Some posit that suffering or mourning has no purpose after this life, that little children suffer in vain or that the suffering of the dying is useless, however spiritual maturity, instruction from the comforters, and wisdom rise with us and are still acquired in the next world. Just as in the temple, we pass symbolically from one world and our instruction continues in the next until we are prepared with all the light and knowledge we need to pass through the veil, so the knowledge we acquire through our suffering rises with us and, if we endure it well – which may mean simply humbling ourselves and letting the comforter and the experience lead us to a deeper knowledge of gospel truth – it grants us all the more advantage in the next world. As we come to understand Christ through our adversities and suffering, our very natures change.

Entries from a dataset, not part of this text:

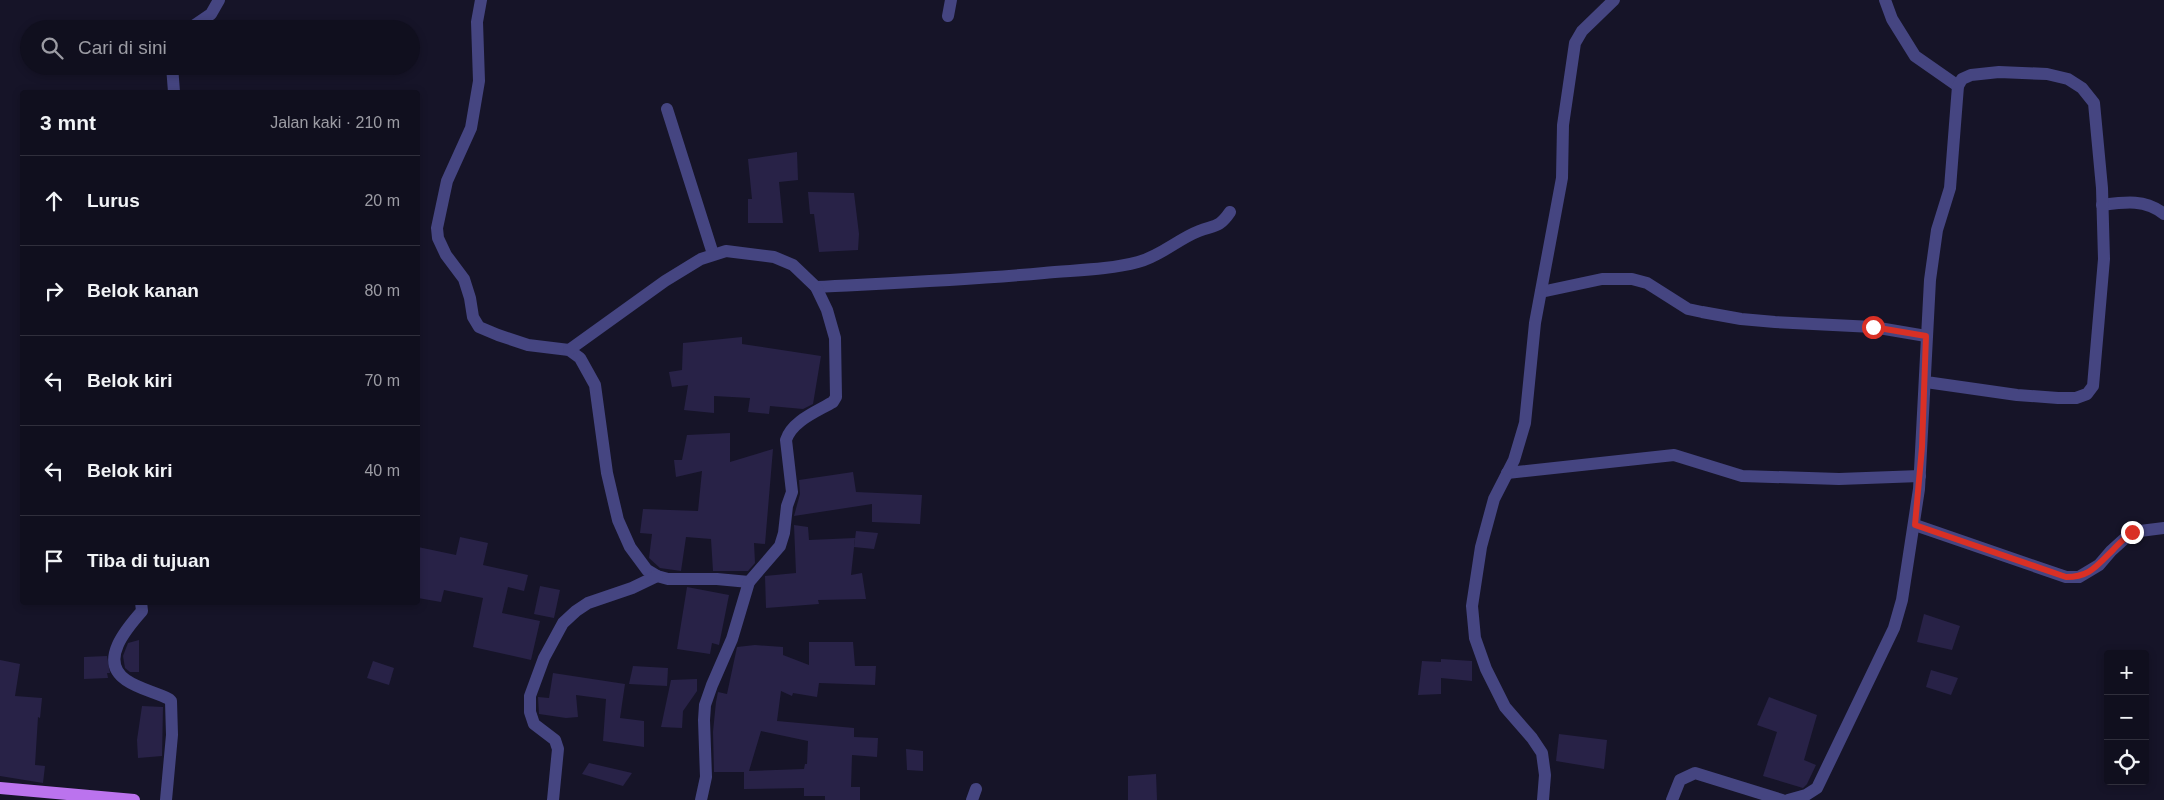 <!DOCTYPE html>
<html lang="id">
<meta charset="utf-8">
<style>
body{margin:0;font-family:Arial,sans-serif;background:#1e1d2b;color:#f1f3f6}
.controls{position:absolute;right:15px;bottom:15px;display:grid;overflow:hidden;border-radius:5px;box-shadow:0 2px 8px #0003}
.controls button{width:45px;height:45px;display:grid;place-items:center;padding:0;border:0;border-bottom:1px solid #302f3c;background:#100f1e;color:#f1f3f6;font:25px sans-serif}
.stop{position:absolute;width:15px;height:15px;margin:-11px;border:4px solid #d93025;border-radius:50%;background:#fff}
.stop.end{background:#d93025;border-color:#fff;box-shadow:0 1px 5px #0008}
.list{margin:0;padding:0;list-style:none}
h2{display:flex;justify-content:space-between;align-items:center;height:65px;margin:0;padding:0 20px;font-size:21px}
h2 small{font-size:16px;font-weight:400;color:#9c9ca4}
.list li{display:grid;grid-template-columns:32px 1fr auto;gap:15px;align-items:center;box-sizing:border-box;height:90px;padding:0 20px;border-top:1px solid #302f3c}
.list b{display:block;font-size:19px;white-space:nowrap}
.list em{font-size:16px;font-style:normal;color:#9c9ca4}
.icon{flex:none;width:28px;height:28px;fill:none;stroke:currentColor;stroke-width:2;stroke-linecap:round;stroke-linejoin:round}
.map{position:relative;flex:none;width:2164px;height:800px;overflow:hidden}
.search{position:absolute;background:#100f1e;box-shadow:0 2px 8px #0003;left:20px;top:20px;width:400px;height:55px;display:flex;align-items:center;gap:12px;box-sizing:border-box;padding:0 18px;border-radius:28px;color:#9c9ca4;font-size:19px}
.panel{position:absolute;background:#100f1e;box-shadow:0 2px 8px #0003;left:20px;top:90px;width:400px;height:515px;border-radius:5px}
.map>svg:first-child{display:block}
.building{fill:#282247;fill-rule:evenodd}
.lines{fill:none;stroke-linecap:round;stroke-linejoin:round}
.minor{stroke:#454581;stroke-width:12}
.major{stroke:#bb73ee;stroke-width:12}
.route{stroke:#d93025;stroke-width:6}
</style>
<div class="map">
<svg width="2164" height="800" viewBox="0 0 2164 800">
<rect width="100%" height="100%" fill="#161428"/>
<!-- building -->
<g class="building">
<polygon points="797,152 798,180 779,182 783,223 748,223 748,199 752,199 748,159"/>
<polygon points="808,192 854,193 859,234 858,250 819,252 814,214 810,214"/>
<polygon points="742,337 742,344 821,356 813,404 803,409 770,406 769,414 748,412 750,398 714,396 714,413 684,410 688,385 672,387 669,372 682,370 683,343"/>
<polygon points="730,433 730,462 773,449 765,544 754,543 755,563 748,571 713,571 711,539 686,537 681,571 660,568 649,558 652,534 640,533 643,509 698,511 702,471 676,477 674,460 682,460 687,435"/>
<polygon points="853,472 856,492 922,495 920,524 872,522 872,504 794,516 800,494 799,480"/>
<polygon points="794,525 808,527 809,540 855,538 851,575 862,573 866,599 818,600 819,604 766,608 765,576 796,573"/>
<polygon points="856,531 878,533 874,549 854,547"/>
<polygon points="460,537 488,543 483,565 528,575 524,591 508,587 502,613 540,621 531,660 473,647 483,598 444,590 441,602 418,598 418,547 456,555"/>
<polygon points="540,586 560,590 554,618 534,614"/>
<polygon points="687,587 729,595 719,645 712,643 710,654 677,649"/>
<polygon points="1924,614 1960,626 1952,650 1917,642"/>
<polygon points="139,640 139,672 130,672 125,668 123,656 128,643"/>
<path d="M809 642H853L855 666H876L875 685 819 683 817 697 793 693 792 696 781 691 777 721 854 728V737L878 738 877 757 852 755 851 787H860V800H825V796H804V788L744 789V772H714L713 732 716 702 718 692 727 694 737 647 755 645 783 647V655L809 665ZM761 731 808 741 807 764H805L804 769 749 771Z"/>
<polygon points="107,656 110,673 107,673 108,678 84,679 84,657"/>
<polygon points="1441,659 1472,661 1472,681 1441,678 1441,694 1418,695 1422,661 1441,662"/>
<polygon points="0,660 20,664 15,696 42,698 40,718 38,717 35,765 45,766 43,783 0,776"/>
<polygon points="373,661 394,668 389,685 367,678"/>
<polygon points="633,666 668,668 667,686 629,684"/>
<polygon points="1931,670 1958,678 1951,695 1926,687"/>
<polygon points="553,673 625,684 620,718 644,721 644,747 603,741 606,699 576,695 578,717 566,718 539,714 538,697 549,698"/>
<polygon points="697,679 697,691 683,711 682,728 661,727 671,680"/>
<polygon points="1769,697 1817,715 1804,760 1816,765 1807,784 1803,788 1763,776 1777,732 1757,725"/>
<polygon points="142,706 163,707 162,756 138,758 137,740"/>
<polygon points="1559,734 1607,740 1604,769 1556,761"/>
<polygon points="906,749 923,751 923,771 907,770"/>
<polygon points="589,763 632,773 623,786 582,774"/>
<polygon points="1156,774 1157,800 1128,800 1128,776"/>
</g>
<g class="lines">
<!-- minor -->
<g class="minor">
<polyline points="481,0 477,22 479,81 471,128 447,181 437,228 438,238 446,255 464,279 470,298 473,317 479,327 498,335 528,345 569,350 580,358 595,385 607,473 618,520 630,547 647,570 657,576 668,579 717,579 749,582"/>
<polyline points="1885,0 1892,19 1915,56 1958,86"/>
<polyline points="948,16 951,0"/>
<polyline points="189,29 211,14 219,0"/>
<polyline points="172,66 174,92"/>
<polyline points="667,109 713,254"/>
<path d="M2102 205C2125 202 2145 199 2164 214"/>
<path d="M816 287C892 283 968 280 1044 273 1075 270 1108 270 1138 262 1161 256 1178 239 1199 231 1215 225 1219 228 1230 212"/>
<polyline points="1541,292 1602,279 1632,279 1647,283 1688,309 1702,312 1741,319 1775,322 1873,327 1926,336"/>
<path d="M569 350 665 281 701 259 726 251 774 257 793 265 816 287 827 310 835 338 836 397 833 402C816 412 792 421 786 440L792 492 787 506 784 533 780 546 749 582 732 639 712 685 705 705 704 720 706 777 701 800"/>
<polyline points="1507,473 1674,455 1742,476 1839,479 1920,476"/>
<polyline points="1915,525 2066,577 2079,577 2099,565 2111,551 2132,532 2164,528"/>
<path d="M141 602 142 611C127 628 98 661 126 680 139 689 155 692 169 699L171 701 172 735 166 800"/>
<polyline points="553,800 558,749 555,740 534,724 530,712 530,696 544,658 563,623 576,611 588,603 632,588 657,576"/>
<polyline points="972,800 976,789"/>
<polyline points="1543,800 1545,775 1542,753 1532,738 1505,707 1486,669 1475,638 1472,606 1481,547 1494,499 1514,460 1525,423 1535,323 1562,178 1563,125 1575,43 1582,31 1614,0"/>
<polyline points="1672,800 1680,780 1695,773 1782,800"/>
<polyline points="1788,800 1806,795 1817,788 1894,628 1902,600 1919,489 1930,280 1937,230 1950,188 1958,86 1962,79 1971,75 1999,72 2047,74 2068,79 2082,88 2094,103 2102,188 2104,259 2093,386 2087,394 2076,398 2058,398 2017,395 1926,382"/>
</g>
<!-- major -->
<polyline class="major" points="0,788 134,800"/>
</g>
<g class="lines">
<!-- route -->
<path class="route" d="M1873 327 1926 336 1922 447 1915 525 2066 577C2090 577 2096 566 2112 551 2118 544 2125 538 2132 532"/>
</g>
</svg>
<div class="controls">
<button>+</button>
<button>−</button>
<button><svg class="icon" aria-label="locate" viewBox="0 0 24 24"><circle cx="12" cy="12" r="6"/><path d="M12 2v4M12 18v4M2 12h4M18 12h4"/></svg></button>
</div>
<div class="stop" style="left:1873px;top:327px"></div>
<div class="stop end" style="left:2132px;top:532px"></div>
<div class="search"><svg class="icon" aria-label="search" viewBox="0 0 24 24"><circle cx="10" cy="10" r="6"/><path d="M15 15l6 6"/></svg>Cari di sini</div>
<section class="panel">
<h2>3 mnt<small>Jalan kaki · 210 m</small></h2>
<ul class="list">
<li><svg class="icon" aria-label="ahead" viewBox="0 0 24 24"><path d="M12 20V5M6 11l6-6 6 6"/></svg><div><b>Lurus</b></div><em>20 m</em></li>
<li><svg class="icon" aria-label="right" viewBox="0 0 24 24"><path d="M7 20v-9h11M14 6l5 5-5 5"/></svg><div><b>Belok kanan</b></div><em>80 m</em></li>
<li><svg class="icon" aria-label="left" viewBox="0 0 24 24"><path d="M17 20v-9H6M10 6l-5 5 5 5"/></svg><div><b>Belok kiri</b></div><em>70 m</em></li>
<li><svg class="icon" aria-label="left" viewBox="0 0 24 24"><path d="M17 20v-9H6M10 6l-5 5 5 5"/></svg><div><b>Belok kiri</b></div><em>40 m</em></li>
<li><svg class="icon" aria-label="arrive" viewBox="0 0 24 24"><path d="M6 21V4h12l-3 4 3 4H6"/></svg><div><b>Tiba di tujuan</b></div></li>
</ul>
</section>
</div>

June 7, 2011 at 11:38 pm #239007Anonymous
GuestI don’t know if any of you have heard this song before. It was new to me but I don’t listen to the radio much and happened into it quite by accident a few weeks back. The lyrics reminded me of some discussions I’ve read and participated in on this board, so I thought I’d share them. “Blessings” by Laura Story
We pray for blessings
We pray for peace
Comfort for family, protection while we sleep
We pray for healing, for prosperity
We pray for Your mighty hand to ease our suffering
All the while, You hear each spoken need
Yet love us way too much to give us lesser things
Cause what if Your blessings come through raindrops
What if Your healing comes through tears
What if a thousand sleepless nights
Are what it takes to know You’re near
What if trials of this life are Your mercies in disguise
We pray for wisdom
Your voice to hear
And we cry in anger when we cannot feel You near
We doubt Your goodness, we doubt Your love
As if every promise from Your Word is not enough
All the while, You hear each desperate plea
And long that we’d have faith to believe
Cause what if Your blessings come through raindrops
What if Your healing comes through tears
What if a thousand sleepless nights
Are what it takes to know You’re near
And what if trials of this life are Your mercies in disguise
When friends betray us
When darkness seems to win
We know the pain reminds this heart
That this is not, this is not our home
Cause what if Your blessings come through raindrops
What if Your healing comes through tears
And what if a thousand sleepless nights
Are what it takes to know You’re near
What if my greatest disappointments
Or the aching of this life
Is the revealing of a greater thirst this world can’t satisfy
And what if trials of this life
The rain, the storms, the hardest nights
Are Your mercies in disguise
August 27, 2012 at 9:41 pm #239008Anonymous
GuestWow. I know this is somewhat of an older thread. But wow I can say- I get you. On many levels. Several experiences I have had are very similar, some I mentioned in my post and some I did not. I am so sorry for your loss. May 10, 2018 at 1:21 pm #239009Anonymous
Guestmercyngrace wrote:
Another thing that changed for me is that I stopped expecting miracles that I designed and started accepting the miracles that God performed.
This. So This.
I will probably take 6 months to process and internalize this as part of my new paradigm.
mercyngrace wrote:
More than once I followed the standard methods for getting what I want out of God. Praying, fasting, attending the temple, living the commandments, and having blinding faith did nothing to change the circumstances. Where was this God of Miracles? And yet I couldn’t deny the unseen hand that was giving me nudges toward understanding and flashes of insight and wisdom that could have been acquired no other way but through my adversities.It turned out that I was the miracle. Or rather, the changes wrought in my heart.
I have faith to believe this, and the courage to act on this belief in some ways.
May 14, 2018 at 11:05 pm #239010Anonymous
GuestAmyJ wrote:
It turned out that I was the miracle. Or rather, the changes wrought in my heart.
I needed to be reminded of that today. Thank you!